__WHAT TO DO__
Your answer should be a single number: how many lines of the material below contain "linecap".

──────────

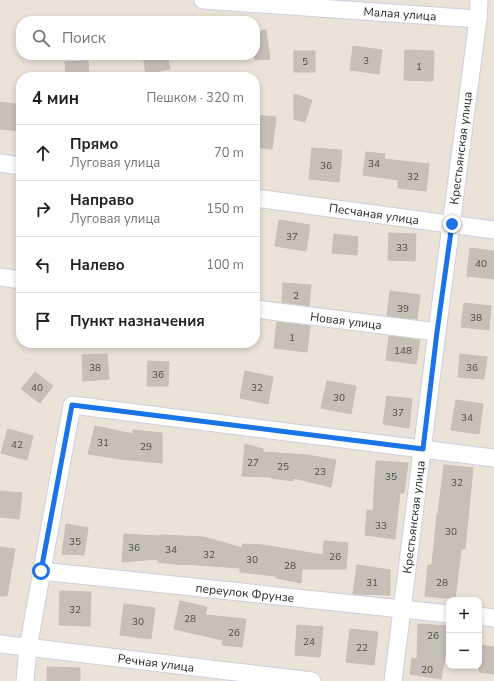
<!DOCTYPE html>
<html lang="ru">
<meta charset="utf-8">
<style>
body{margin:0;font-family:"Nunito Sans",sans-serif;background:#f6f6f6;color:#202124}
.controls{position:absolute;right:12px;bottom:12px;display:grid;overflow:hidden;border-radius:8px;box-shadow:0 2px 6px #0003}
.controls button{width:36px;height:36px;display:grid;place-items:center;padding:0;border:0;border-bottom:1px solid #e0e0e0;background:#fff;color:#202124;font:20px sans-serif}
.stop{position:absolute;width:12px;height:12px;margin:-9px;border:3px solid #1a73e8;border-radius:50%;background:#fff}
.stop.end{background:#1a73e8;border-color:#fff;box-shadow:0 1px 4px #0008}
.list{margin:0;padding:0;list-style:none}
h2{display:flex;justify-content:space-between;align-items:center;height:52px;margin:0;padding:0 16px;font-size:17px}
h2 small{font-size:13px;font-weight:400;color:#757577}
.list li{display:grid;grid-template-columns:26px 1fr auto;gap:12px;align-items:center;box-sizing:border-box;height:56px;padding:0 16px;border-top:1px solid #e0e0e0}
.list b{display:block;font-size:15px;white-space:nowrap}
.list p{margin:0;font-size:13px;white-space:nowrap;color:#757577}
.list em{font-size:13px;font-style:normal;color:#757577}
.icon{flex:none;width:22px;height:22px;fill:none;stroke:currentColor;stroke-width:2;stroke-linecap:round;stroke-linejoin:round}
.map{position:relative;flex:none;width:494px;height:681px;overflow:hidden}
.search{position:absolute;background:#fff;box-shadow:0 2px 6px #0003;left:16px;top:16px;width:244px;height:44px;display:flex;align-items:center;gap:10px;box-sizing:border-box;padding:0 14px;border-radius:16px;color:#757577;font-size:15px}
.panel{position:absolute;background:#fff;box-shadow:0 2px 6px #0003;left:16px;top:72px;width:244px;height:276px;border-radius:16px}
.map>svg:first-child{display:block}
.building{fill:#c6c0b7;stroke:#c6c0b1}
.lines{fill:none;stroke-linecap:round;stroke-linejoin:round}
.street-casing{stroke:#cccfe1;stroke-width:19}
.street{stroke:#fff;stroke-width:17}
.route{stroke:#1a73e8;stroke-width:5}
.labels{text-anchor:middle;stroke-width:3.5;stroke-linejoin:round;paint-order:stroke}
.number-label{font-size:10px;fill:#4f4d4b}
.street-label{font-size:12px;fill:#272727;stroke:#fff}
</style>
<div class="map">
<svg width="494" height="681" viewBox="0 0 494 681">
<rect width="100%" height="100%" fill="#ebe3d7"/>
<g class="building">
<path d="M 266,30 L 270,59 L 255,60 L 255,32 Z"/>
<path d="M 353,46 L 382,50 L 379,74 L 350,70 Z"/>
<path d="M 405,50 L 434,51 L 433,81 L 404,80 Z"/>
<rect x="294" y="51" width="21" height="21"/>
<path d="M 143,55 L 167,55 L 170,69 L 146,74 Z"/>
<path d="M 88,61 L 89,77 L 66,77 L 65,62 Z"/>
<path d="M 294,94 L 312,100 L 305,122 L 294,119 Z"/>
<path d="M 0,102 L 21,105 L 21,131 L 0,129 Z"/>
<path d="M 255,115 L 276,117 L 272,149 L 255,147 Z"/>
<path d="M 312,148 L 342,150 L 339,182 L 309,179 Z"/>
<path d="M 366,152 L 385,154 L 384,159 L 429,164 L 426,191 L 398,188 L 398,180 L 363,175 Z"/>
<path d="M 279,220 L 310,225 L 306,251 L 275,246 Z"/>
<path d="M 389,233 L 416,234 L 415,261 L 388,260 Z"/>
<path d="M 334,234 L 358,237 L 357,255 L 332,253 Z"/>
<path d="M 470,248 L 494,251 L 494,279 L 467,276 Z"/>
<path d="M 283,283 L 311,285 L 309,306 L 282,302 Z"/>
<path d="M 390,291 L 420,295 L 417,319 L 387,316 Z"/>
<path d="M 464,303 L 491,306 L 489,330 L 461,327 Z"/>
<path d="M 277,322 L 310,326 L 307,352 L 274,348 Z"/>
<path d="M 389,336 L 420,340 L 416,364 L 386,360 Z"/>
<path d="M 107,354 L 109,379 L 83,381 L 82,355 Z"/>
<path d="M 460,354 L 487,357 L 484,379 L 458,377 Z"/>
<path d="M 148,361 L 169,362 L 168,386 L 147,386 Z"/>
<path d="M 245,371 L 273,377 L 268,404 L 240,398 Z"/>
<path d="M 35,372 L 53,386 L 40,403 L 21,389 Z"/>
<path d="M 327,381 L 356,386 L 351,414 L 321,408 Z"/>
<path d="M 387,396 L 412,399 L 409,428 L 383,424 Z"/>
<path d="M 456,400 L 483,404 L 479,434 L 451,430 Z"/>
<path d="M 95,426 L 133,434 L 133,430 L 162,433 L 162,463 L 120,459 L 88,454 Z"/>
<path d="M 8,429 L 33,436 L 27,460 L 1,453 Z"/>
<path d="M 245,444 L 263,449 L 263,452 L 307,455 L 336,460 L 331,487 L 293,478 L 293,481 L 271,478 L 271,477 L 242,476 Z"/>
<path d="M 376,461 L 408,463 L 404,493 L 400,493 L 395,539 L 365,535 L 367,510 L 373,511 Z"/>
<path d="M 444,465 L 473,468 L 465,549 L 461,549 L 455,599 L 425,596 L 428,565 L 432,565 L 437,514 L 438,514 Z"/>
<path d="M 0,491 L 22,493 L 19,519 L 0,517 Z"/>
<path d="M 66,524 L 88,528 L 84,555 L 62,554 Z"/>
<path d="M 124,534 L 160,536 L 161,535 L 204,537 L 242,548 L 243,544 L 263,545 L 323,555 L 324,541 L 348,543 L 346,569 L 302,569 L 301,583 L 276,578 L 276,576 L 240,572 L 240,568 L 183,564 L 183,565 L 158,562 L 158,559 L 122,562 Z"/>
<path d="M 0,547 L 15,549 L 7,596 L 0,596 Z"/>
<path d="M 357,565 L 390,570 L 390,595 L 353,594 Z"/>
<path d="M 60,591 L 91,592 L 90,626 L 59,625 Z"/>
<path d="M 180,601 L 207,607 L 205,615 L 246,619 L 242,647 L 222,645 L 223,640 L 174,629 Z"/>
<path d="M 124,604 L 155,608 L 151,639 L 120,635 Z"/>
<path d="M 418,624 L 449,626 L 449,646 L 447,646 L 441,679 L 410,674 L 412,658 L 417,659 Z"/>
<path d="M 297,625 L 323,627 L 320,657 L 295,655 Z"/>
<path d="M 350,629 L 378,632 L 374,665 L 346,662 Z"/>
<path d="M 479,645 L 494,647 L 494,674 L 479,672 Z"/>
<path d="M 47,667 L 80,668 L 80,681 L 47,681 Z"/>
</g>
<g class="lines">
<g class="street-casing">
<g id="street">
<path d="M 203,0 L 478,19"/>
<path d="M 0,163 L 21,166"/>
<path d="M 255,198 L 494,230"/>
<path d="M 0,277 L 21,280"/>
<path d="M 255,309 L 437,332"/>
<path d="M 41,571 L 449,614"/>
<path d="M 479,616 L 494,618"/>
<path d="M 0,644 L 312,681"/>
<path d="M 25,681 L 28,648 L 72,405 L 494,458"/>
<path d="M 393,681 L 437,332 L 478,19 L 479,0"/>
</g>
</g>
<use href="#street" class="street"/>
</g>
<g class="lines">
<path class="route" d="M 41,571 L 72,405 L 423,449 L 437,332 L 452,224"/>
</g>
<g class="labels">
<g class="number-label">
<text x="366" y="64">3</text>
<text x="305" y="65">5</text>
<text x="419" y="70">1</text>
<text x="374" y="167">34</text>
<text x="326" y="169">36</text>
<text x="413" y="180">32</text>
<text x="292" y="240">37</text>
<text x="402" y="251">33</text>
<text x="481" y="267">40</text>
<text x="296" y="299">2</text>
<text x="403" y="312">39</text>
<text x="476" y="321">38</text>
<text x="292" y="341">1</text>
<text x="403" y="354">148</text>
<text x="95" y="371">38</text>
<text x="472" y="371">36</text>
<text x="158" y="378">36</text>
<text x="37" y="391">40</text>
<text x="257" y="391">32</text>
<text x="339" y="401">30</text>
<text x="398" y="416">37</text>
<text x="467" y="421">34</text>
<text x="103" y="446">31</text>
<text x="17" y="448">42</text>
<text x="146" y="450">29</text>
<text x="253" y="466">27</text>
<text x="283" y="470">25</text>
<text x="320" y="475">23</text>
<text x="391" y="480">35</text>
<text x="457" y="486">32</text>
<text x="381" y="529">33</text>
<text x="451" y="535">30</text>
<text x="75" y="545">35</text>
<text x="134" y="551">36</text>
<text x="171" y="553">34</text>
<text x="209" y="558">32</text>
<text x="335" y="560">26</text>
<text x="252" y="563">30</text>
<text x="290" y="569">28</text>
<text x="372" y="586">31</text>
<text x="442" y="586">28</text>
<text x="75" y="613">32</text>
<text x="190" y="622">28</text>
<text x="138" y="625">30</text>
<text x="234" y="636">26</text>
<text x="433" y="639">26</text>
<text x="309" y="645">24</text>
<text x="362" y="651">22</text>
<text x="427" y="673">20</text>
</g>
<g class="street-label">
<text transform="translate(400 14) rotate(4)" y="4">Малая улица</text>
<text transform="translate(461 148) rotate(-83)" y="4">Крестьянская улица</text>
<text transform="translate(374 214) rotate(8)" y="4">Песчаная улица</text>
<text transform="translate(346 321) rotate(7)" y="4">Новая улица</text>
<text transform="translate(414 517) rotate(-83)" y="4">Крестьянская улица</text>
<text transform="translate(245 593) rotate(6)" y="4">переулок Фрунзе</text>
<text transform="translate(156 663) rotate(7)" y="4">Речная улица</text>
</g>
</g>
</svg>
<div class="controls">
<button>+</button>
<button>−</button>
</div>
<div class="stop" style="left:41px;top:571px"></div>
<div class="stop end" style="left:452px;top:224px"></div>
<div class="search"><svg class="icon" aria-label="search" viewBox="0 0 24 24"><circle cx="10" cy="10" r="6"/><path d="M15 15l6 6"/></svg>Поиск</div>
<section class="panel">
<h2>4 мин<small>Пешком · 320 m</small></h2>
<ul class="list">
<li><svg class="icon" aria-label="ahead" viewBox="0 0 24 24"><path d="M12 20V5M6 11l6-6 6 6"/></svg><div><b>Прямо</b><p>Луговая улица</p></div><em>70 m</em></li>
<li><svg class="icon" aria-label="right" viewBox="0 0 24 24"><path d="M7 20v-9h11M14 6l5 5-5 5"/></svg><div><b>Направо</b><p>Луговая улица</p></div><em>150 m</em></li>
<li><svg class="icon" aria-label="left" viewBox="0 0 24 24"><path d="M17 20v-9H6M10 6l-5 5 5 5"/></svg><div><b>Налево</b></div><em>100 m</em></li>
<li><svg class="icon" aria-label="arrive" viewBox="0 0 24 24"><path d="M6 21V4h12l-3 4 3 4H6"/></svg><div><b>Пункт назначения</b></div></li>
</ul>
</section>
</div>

──────────

__EXPECTED OUTPUT__
2